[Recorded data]

========================================

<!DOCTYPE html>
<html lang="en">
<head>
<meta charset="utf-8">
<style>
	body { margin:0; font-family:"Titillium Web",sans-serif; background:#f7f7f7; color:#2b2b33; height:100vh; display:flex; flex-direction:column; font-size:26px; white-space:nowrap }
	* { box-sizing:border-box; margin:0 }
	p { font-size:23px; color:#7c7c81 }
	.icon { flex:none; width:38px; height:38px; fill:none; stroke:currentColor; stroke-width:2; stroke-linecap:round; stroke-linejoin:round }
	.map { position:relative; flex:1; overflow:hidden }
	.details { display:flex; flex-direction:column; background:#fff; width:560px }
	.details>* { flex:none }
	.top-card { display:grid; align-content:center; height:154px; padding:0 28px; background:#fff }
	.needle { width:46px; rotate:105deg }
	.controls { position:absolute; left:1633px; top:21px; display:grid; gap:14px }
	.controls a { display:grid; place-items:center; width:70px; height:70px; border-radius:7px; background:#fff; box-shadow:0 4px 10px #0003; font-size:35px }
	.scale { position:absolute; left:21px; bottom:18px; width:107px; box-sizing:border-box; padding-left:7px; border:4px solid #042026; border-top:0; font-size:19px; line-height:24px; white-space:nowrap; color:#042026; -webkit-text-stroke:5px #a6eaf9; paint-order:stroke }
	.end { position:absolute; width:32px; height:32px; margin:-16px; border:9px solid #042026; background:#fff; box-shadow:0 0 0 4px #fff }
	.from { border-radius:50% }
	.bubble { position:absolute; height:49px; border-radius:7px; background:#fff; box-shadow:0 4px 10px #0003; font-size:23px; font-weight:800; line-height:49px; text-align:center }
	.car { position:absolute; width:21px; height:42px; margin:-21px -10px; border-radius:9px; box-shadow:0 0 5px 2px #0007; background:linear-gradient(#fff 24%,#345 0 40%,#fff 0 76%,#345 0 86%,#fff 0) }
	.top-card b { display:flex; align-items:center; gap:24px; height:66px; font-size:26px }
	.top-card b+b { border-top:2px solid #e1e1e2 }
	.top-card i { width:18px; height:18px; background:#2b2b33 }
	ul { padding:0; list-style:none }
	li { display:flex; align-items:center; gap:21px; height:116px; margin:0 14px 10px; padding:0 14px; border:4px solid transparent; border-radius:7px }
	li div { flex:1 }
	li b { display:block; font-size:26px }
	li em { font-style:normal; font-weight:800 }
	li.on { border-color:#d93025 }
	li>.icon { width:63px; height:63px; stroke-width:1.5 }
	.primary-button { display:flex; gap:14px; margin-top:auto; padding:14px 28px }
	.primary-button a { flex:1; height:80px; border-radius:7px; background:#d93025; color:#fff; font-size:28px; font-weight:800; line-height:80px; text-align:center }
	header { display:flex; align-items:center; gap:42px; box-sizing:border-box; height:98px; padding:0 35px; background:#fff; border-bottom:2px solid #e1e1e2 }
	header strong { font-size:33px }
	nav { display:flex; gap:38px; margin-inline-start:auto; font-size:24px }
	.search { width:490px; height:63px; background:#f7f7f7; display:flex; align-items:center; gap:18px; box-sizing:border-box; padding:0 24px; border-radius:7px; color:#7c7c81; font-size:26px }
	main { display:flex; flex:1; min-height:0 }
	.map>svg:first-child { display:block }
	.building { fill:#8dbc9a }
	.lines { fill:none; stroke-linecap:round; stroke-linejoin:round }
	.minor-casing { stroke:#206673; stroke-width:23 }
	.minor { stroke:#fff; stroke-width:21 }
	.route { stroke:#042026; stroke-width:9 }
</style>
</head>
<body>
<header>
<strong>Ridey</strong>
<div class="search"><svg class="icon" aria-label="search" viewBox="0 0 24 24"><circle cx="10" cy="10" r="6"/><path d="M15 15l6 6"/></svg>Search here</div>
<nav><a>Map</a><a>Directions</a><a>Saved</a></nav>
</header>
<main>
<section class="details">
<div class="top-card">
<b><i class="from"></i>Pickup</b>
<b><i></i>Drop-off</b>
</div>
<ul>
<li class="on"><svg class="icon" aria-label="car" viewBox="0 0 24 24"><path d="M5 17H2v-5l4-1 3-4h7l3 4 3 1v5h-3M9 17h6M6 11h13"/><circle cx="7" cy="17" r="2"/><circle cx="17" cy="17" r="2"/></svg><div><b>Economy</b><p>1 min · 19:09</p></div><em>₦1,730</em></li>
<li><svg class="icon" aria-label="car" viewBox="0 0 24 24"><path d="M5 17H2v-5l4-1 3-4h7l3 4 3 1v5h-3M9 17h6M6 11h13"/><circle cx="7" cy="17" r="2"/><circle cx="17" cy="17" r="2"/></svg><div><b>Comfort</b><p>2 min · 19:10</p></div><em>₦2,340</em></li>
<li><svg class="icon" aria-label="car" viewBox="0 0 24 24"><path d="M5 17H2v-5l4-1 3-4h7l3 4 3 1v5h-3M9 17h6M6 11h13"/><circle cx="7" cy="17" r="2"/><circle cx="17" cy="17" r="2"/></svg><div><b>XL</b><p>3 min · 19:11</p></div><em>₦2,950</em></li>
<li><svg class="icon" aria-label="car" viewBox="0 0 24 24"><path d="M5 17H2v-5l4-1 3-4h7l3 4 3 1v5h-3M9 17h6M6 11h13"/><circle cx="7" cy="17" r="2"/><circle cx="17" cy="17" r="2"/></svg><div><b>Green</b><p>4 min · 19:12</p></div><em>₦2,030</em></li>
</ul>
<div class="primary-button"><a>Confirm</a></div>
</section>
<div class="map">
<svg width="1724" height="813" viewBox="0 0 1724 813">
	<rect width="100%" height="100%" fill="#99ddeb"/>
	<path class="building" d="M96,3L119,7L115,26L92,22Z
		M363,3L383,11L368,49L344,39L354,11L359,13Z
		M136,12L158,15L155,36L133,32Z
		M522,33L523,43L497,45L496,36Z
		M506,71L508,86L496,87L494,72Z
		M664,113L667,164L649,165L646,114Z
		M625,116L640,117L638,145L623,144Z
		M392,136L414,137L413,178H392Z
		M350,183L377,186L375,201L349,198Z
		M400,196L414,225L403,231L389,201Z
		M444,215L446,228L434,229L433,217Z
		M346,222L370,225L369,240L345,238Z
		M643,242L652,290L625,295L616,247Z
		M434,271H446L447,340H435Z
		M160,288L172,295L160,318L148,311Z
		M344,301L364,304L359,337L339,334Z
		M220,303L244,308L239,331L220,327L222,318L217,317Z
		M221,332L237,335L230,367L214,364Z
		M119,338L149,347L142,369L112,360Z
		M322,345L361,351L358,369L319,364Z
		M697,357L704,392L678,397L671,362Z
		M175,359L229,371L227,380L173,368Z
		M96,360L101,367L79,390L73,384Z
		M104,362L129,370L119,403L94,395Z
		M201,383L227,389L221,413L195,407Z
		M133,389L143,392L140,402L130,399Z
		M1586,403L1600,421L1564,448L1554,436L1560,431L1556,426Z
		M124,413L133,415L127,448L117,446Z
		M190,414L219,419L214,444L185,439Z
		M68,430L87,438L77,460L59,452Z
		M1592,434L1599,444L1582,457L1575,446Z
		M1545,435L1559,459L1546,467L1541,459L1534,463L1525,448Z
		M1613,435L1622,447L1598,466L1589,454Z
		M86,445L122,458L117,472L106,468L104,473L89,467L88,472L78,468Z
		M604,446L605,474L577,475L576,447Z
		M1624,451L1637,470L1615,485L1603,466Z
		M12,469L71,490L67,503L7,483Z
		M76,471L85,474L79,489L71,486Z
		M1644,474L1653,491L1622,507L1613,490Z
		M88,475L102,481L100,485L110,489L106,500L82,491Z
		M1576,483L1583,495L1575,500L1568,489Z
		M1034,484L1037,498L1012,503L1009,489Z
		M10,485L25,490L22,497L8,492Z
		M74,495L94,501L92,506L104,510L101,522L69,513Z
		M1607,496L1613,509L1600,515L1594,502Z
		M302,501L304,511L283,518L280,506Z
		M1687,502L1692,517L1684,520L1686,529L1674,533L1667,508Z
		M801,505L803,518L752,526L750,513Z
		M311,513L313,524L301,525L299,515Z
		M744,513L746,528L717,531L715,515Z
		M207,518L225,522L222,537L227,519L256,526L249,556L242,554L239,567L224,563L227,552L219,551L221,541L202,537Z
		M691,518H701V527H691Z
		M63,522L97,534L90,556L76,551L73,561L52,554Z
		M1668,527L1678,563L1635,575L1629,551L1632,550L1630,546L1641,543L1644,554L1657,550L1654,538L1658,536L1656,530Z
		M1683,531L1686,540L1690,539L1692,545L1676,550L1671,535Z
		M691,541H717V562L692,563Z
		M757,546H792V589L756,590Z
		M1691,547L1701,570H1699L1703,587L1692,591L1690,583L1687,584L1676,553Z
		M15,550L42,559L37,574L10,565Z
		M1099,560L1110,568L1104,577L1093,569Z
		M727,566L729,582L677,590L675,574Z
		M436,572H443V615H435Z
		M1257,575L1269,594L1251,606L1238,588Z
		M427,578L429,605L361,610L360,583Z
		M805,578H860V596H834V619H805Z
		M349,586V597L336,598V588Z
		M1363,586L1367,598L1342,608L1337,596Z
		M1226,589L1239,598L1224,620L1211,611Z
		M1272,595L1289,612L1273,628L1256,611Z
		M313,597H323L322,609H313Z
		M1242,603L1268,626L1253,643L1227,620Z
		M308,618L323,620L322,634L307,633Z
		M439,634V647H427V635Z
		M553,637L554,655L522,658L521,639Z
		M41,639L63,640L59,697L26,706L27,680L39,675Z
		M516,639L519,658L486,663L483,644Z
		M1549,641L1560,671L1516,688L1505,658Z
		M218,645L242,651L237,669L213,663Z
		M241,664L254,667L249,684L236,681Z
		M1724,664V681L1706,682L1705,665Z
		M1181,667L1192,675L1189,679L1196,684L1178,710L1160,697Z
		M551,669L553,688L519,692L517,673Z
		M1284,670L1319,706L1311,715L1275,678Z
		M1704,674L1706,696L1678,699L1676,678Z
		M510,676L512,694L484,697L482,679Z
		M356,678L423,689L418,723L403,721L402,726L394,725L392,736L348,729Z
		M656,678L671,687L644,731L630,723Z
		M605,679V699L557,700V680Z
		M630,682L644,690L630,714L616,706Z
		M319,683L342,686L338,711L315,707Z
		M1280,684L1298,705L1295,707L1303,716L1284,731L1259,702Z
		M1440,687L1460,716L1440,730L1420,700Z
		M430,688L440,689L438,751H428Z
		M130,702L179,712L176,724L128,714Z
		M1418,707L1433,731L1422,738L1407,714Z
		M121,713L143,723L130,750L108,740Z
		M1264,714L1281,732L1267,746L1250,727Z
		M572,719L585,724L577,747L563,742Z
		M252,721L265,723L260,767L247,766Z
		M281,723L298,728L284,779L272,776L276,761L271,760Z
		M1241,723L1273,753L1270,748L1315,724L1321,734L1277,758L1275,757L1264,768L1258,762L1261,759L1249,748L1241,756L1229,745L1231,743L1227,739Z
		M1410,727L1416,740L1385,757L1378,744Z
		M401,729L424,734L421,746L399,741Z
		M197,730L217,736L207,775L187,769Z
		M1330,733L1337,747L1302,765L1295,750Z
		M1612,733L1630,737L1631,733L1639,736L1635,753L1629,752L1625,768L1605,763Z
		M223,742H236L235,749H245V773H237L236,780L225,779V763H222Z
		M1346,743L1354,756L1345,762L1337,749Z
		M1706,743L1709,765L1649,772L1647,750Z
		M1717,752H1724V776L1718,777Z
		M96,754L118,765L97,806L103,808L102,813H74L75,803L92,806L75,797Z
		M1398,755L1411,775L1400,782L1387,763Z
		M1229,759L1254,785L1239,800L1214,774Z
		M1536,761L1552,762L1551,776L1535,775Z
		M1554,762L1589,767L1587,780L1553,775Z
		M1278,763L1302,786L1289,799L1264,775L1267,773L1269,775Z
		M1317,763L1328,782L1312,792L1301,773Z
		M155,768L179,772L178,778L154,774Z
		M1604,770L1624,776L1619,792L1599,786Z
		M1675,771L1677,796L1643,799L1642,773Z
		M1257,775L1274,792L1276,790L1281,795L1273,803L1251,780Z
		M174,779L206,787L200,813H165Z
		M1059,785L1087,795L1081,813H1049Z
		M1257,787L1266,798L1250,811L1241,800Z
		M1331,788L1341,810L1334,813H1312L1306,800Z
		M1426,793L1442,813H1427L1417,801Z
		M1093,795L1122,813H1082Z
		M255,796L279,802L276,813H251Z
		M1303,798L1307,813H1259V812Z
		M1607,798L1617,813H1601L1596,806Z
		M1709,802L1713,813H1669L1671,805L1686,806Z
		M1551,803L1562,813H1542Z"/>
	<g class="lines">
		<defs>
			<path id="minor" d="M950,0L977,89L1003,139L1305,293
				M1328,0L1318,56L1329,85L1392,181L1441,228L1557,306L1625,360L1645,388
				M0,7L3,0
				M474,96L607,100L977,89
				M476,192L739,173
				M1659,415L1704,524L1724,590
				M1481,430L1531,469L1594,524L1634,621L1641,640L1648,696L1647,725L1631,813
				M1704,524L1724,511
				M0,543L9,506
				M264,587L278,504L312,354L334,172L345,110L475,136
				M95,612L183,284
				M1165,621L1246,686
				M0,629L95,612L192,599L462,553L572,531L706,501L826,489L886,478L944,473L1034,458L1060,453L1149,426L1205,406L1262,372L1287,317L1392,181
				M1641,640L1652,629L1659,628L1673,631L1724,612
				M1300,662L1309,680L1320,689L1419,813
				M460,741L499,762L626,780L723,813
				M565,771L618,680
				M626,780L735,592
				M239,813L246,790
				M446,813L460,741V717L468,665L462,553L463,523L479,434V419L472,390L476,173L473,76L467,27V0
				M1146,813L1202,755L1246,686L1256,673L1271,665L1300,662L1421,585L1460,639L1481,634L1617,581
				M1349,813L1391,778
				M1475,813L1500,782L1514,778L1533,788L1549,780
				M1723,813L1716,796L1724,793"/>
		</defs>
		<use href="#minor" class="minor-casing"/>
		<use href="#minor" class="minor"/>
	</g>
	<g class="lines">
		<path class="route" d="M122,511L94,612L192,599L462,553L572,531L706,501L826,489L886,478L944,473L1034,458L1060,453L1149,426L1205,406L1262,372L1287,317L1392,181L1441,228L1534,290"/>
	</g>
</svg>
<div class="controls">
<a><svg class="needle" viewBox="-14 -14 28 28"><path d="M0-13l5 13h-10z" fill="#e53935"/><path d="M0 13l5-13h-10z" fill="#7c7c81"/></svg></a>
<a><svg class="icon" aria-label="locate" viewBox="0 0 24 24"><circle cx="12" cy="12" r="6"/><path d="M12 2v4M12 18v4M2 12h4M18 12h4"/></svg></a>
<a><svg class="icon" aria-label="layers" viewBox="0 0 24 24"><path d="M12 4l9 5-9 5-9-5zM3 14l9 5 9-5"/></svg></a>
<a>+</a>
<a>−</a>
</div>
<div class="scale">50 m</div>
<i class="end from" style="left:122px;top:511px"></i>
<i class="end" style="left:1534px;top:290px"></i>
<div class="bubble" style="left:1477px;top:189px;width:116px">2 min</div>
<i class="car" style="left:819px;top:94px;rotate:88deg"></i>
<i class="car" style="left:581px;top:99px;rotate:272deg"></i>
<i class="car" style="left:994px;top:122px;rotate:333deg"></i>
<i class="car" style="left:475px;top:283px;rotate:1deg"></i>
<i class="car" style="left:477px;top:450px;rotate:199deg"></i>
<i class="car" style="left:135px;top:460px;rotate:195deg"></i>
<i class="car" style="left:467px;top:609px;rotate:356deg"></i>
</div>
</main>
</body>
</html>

========================================

◆ Task item ◆
For the word "details", find every line in the data that holds it and copy that line.

◆ Written response ◆
	.details { display:flex; flex-direction:column; background:#fff; width:560px }
	.details>* { flex:none }
<section class="details">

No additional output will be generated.